Maeve, 51, mother of five

“Get on top of the rage early, because if you start screaming early on, you’ll scream for the rest of your life, and no matter how much you scream you’ll never be heard. Whenever I feel that well of frustration coming at me, I sit down, breathe and count to three. It always stops me in my tracks. Experts tell you to scream into cushions, but that only makes the anger worse. You are feeding it with words when you have to neutralise it with deep breaths. If you can get on top of this, then you know you can always be calm, and that will anchor your child like nothing else.”

Moira, 81, mother of five, grandmother of ten

“Listen. I didn’t listen to my children; I was too busy disciplining them.

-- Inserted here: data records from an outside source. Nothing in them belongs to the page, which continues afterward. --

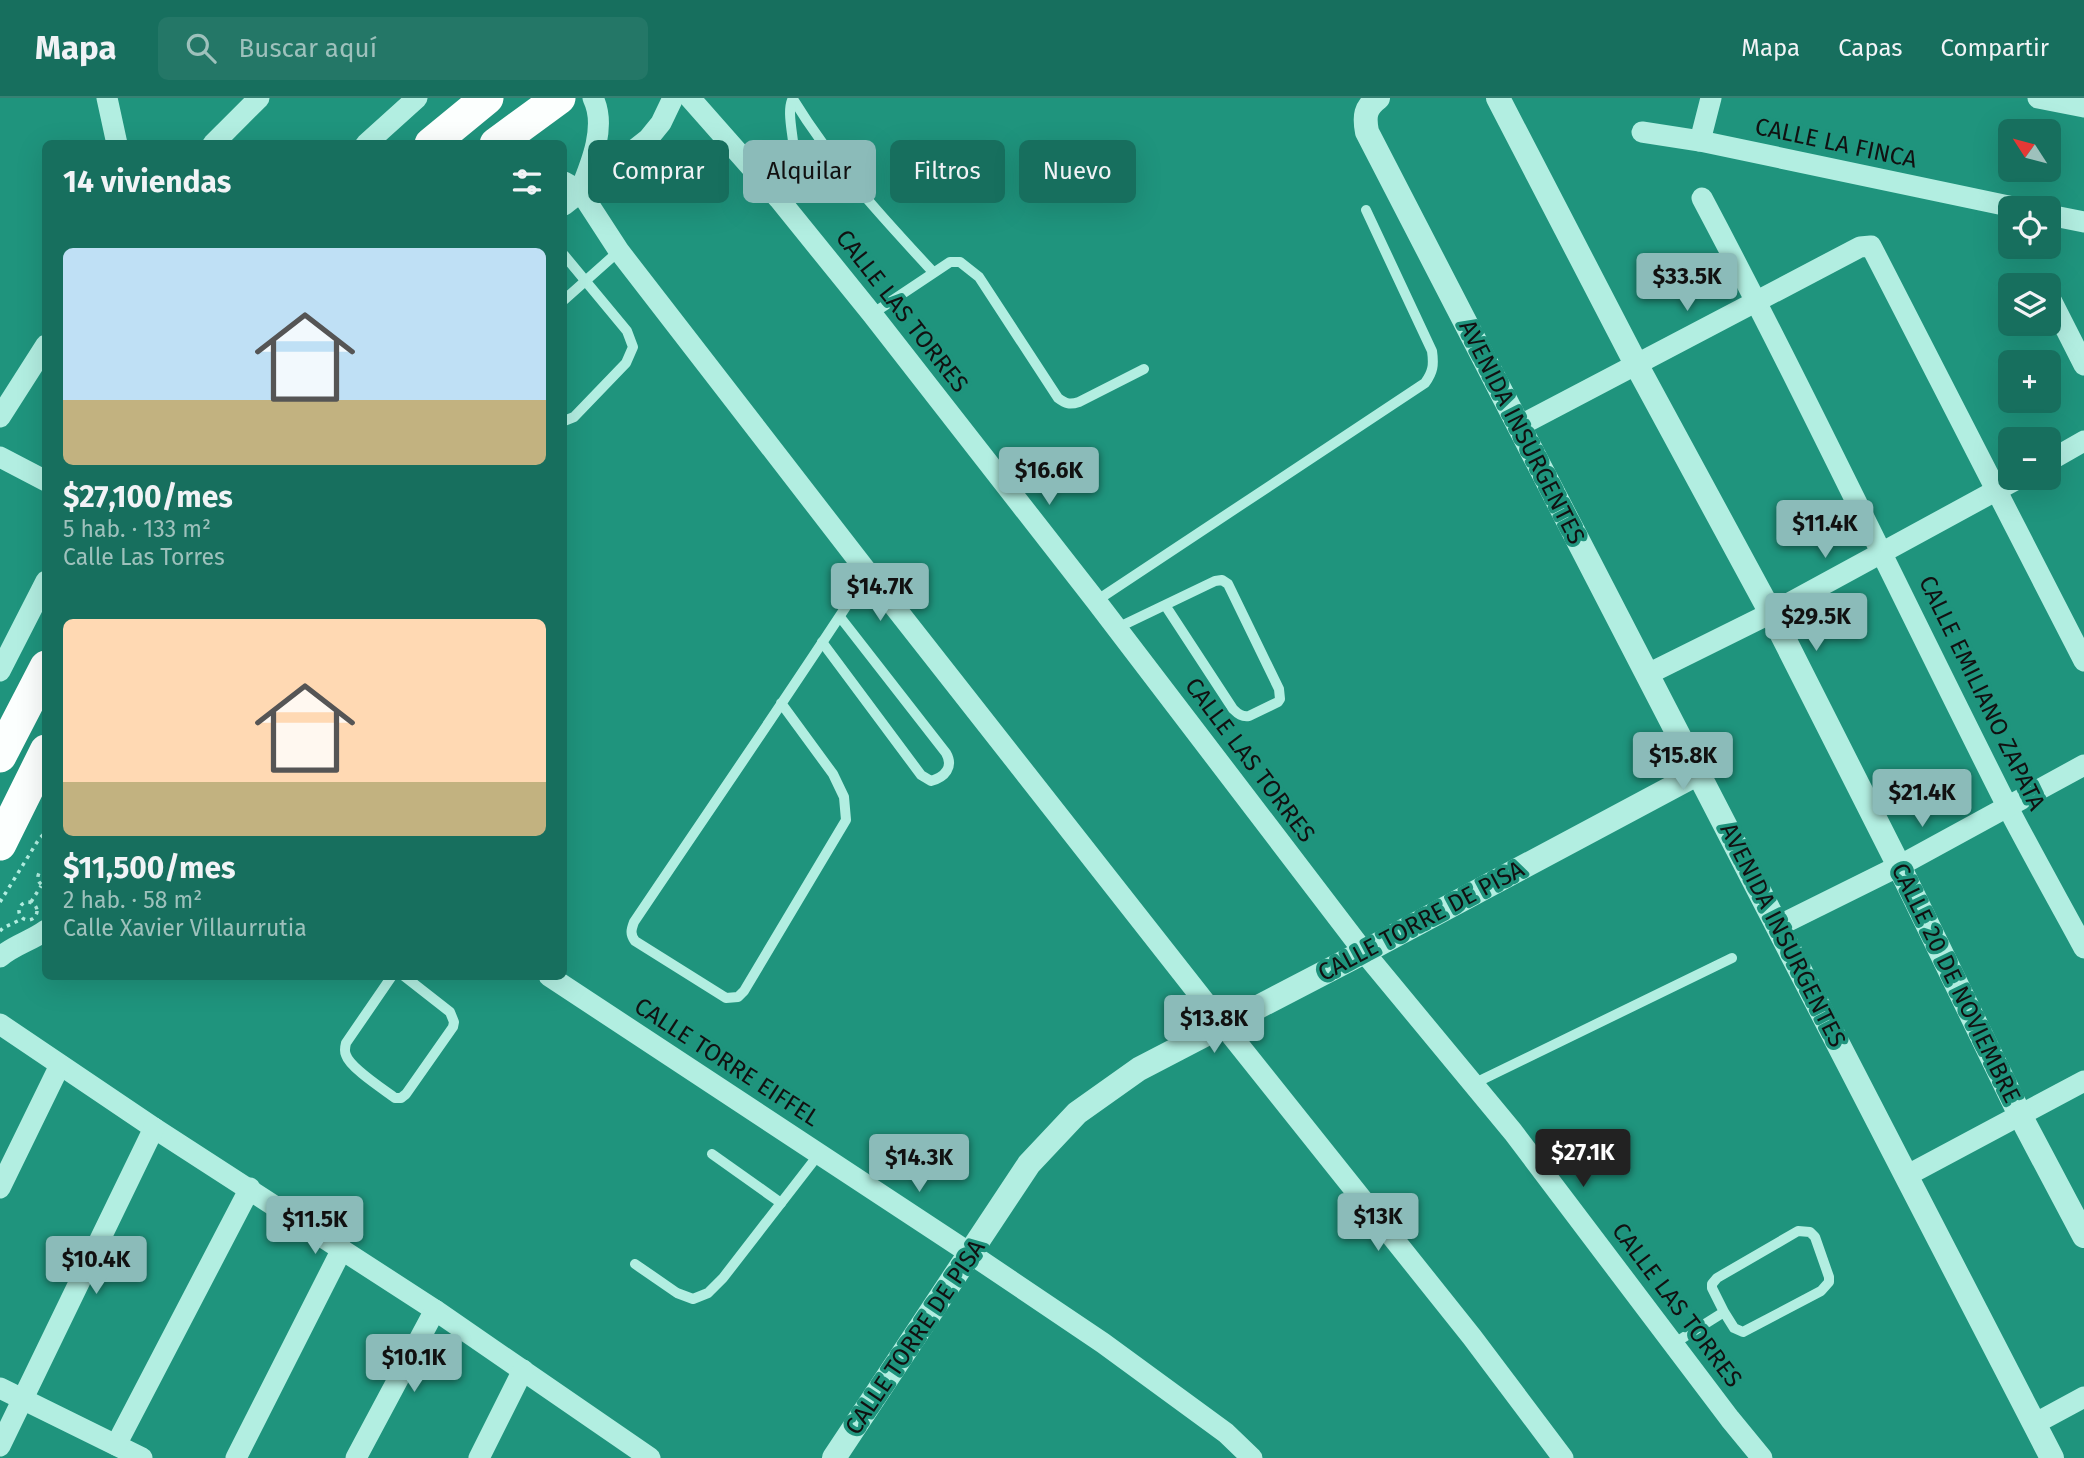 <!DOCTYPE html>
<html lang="es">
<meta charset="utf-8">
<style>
:root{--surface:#176f5e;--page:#247767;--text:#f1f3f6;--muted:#9ec1bc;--line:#368173;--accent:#8bbbb9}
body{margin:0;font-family:"Fira Sans",sans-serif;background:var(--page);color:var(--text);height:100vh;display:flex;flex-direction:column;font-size:26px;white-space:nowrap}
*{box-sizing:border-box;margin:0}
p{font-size:23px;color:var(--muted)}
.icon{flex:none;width:38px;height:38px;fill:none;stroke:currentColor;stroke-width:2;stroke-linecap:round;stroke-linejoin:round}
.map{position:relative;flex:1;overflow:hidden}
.details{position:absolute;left:42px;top:42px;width:525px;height:840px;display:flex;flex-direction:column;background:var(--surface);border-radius:10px;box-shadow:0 7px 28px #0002}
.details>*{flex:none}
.hud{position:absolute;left:588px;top:42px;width:665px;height:63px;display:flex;gap:14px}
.needle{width:46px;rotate:306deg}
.buttons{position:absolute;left:1998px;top:21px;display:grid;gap:14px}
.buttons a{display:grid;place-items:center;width:63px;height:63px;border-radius:10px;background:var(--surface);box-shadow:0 7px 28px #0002;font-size:35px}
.price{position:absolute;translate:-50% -60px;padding:0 16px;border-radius:7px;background:var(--accent);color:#111;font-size:23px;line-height:46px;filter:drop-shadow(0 2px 4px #0008)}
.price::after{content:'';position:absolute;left:50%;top:42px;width:21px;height:16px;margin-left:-10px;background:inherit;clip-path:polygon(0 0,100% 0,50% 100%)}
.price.on{background:#222;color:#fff}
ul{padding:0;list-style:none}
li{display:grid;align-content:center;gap:14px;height:371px;padding:0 21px}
li span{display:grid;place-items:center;height:217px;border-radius:10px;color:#555}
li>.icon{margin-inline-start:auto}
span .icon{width:126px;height:126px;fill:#fffc;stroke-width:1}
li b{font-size:30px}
h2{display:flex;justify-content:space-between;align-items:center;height:84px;padding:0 21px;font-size:30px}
.pill{padding:0 24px;border-radius:10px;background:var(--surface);box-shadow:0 7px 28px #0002;font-size:24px;line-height:63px}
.pill.on{background:var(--accent);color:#111}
header{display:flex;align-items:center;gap:42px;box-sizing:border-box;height:98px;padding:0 35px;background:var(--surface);border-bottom:2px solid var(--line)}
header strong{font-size:33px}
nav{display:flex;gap:38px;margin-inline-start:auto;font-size:24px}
.search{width:490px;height:63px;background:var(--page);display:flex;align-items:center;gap:18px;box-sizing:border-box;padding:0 24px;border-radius:10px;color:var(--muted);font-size:26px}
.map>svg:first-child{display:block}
</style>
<header>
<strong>Mapa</strong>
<div class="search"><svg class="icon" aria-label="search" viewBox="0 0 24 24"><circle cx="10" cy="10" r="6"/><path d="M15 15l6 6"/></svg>Buscar aquí</div>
<nav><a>Mapa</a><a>Capas</a><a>Compartir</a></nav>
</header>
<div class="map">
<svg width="2084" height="1360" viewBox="0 0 2084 1360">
<rect width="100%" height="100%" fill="#1f947d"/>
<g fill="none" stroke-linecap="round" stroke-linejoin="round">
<g stroke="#b2eee1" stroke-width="3.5" stroke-dasharray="3.5 5" stroke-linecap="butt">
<path d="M46,771L39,775C36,782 39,786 46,789"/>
<circle cx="28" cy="813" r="9"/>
<polyline points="0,804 39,741 46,734"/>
<polyline points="31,804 41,788"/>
<polyline points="0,833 3,830 22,821"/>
</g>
<g stroke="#b2eee1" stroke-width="10">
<path d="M793,1C832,65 882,119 933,174"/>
<path d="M779,101C786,88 793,77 794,63C796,45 785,14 793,0"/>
<polyline points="564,157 627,233 633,249 626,265 574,319 564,323"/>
<polyline points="564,202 619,153"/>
<path d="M872,216L950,164H960L979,179L1058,300C1066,306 1070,307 1079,304L1144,271"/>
<path d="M1096,503L1425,285C1433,274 1434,267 1432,253L1366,112"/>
<path d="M1117,530L1215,483L1222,482L1228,486L1279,591L1280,601L1278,604L1249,618C1242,619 1238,616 1233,611L1165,507"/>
<path d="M822,544L921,677L931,683C945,679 954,669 946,655L840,519"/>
<path d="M781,605L833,676L844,699L846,722L744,893L738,899L726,900L635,843C630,836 631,832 634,824C712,708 792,592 868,475"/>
<path d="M392,878L346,945C345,949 344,953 346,957C350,970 383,991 395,1000H401L406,996L453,929L454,924L450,914L404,878"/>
<polyline points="1473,986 1732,860"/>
<polyline points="712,1056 781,1105"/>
<polyline points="635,1166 677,1195 693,1201 708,1195 723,1180 819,1056"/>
<polyline points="1673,1246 1724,1214 1712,1190 1712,1186 1717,1180 1798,1133 1810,1134 1815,1139 1829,1179 1829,1184 1821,1193 1743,1234 1734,1230 1724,1214"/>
</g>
<g stroke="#b2eee1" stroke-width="21">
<polyline points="107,0 117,46"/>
<polyline points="690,0 779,101 872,216 1096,503 1364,854 1513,1034 1730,1321 1762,1360"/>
<polyline points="2038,0 2084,9"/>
<polyline points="1642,34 1700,43 2018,110"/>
<polyline points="1700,43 1711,0"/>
<polyline points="213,46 259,0"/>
<polyline points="366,46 417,0"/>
<polyline points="564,84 580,93 619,153 868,475 1223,927 1472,1239 1563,1360"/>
<path d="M580,93C591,66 607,28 593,0"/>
<path d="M1702,100C1808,300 1904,504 2006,706C2031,754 2058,802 2084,850"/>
<polyline points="564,107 648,41 661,25 673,0"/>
<polyline points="2049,117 2084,124"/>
<polyline points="2049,198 2084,267"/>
<polyline points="0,319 46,247"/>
<polyline points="1519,328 1860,149 1871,148 2084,563"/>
<polyline points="0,359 46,383"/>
<polyline points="2049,363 2084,343"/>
<polyline points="0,573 46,483"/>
<polyline points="1648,576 1771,515 2019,380"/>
<polyline points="1778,828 1899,768 2084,667"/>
<path d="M0,859C14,847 31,843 46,832"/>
<polyline points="549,878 971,1156 1103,1245 1226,1335 1252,1360"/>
<polyline points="0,926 154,1030 435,1212 650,1360"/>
<polyline points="1906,1078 2084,983"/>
<polyline points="0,1090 60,967"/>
<polyline points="0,1290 142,1360"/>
<polyline points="2034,1326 2084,1299"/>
<polyline points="116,1347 250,1090"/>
<polyline points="0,1348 154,1030"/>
<polyline points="236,1360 342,1151"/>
<polyline points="356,1360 435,1212"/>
<polyline points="479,1360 523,1272"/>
</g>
<g stroke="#b2eee1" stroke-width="24">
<path d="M1378,0C1365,10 1364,18 1367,34L2052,1360"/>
<polyline points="1498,0 1636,266 1771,515 1899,768 2020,1017 2084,1138"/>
<polyline points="834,1360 1029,1066 1077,1015 1139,971 1364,854 1699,675"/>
</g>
<g stroke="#fcfffe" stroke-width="33">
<polyline points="431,46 487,0"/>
<polyline points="496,46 559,0"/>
<polyline points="0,658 46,569"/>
<polyline points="0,746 46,653"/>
</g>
</g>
<g text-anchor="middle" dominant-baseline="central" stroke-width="7" stroke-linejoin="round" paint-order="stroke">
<g font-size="24" fill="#111" stroke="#1f947d">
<text transform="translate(1836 45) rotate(12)">CALLE LA FINCA</text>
<text transform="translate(902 213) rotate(52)">CALLE LAS TORRES</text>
<text transform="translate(1522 334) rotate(63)">AVENIDA INSURGENTES</text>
<text transform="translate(1982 595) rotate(64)">CALLE EMILIANO ZAPATA</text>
<text transform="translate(1250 662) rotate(53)">CALLE LAS TORRES</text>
<text transform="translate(1421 823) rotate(-28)">CALLE TORRE DE PISA</text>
<text transform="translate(1783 837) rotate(63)">AVENIDA INSURGENTES</text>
<text transform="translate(1956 885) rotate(64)">CALLE 20 DE NOVIEMBRE</text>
<text transform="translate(727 964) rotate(33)">CALLE TORRE EIFFEL</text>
<text transform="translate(1677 1207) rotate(53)">CALLE LAS TORRES</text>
<text transform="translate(915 1239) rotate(-56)">CALLE TORRE DE PISA</text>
</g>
</g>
</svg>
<div class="buttons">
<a><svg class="needle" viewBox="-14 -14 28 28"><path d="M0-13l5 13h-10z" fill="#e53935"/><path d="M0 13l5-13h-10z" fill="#9ec1bc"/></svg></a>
<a><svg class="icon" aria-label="locate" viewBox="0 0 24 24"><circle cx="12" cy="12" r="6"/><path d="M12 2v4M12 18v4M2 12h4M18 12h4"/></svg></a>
<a><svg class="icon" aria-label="layers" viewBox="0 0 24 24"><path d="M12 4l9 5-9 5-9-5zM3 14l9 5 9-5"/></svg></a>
<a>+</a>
<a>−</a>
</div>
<b class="price" style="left:1687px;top:215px">$33.5K</b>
<b class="price" style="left:1049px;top:409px">$16.6K</b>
<b class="price" style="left:1825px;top:462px">$11.4K</b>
<b class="price" style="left:880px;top:525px">$14.7K</b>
<b class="price" style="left:1816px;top:555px">$29.5K</b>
<b class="price" style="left:1683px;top:694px">$15.8K</b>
<b class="price" style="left:1922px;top:731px">$21.4K</b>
<b class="price" style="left:1214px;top:957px">$13.8K</b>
<b class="price on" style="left:1583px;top:1091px">$27.1K</b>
<b class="price" style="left:919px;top:1096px">$14.3K</b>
<b class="price" style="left:1378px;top:1155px">$13K</b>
<b class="price" style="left:315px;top:1158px">$11.5K</b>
<b class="price" style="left:96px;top:1198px">$10.4K</b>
<b class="price" style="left:414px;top:1296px">$10.1K</b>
<div class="hud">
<a class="pill">Comprar</a>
<a class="pill on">Alquilar</a>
<a class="pill">Filtros</a>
<a class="pill">Nuevo</a>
</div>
<section class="details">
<h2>14 viviendas<svg class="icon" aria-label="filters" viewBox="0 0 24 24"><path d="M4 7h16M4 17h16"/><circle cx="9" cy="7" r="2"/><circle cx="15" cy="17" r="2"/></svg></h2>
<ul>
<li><span style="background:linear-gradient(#bfe0f5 70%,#c2b280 0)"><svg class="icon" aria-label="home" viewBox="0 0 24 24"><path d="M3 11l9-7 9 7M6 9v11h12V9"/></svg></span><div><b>$27,100/mes</b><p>5 hab. · 133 m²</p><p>Calle Las Torres</p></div></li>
<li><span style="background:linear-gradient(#ffd9b3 75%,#c2b280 0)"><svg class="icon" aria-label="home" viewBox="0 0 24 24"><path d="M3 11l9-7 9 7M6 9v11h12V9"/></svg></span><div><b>$11,500/mes</b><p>2 hab. · 58 m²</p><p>Calle Xavier Villaurrutia</p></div></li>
</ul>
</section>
</div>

Then I had my grandchildren, and I listened. And I discovered who they were, and what they wanted, which wasn’t that different from what I wanted if I was prepared to be a bit more flexible. Now I believe children should have a voice too. We say no, and it’s heard, so why can’t they say no too?”

Karen, 47, mother of four

“Trust your child. If you believe your child is a good child, it will be a good child, but if you decide early on, when they surprise you with normal, oppositional behaviour, that they are a bad child then they will be a bad child. I see it all the time. The mother who berates her toddler too harshly for throwing a toy, and shakes her head and talks about how difficult he is (when he is no more difficult than another child, just a little more browbeaten and over directed) will find her son will grow up to be a difficult child. Labels are dangerous. While the mother who does not react when her son throws a toy and reminds him gently, to be gentle, because she trusts her son and tells him so, will raise a good child. I think it might be that simple.”

Nikki Walsh is a writer and editor with a passion for what makes us tick. She lives in Dublin with her husband, her son and a heap of books, mostly on psychology.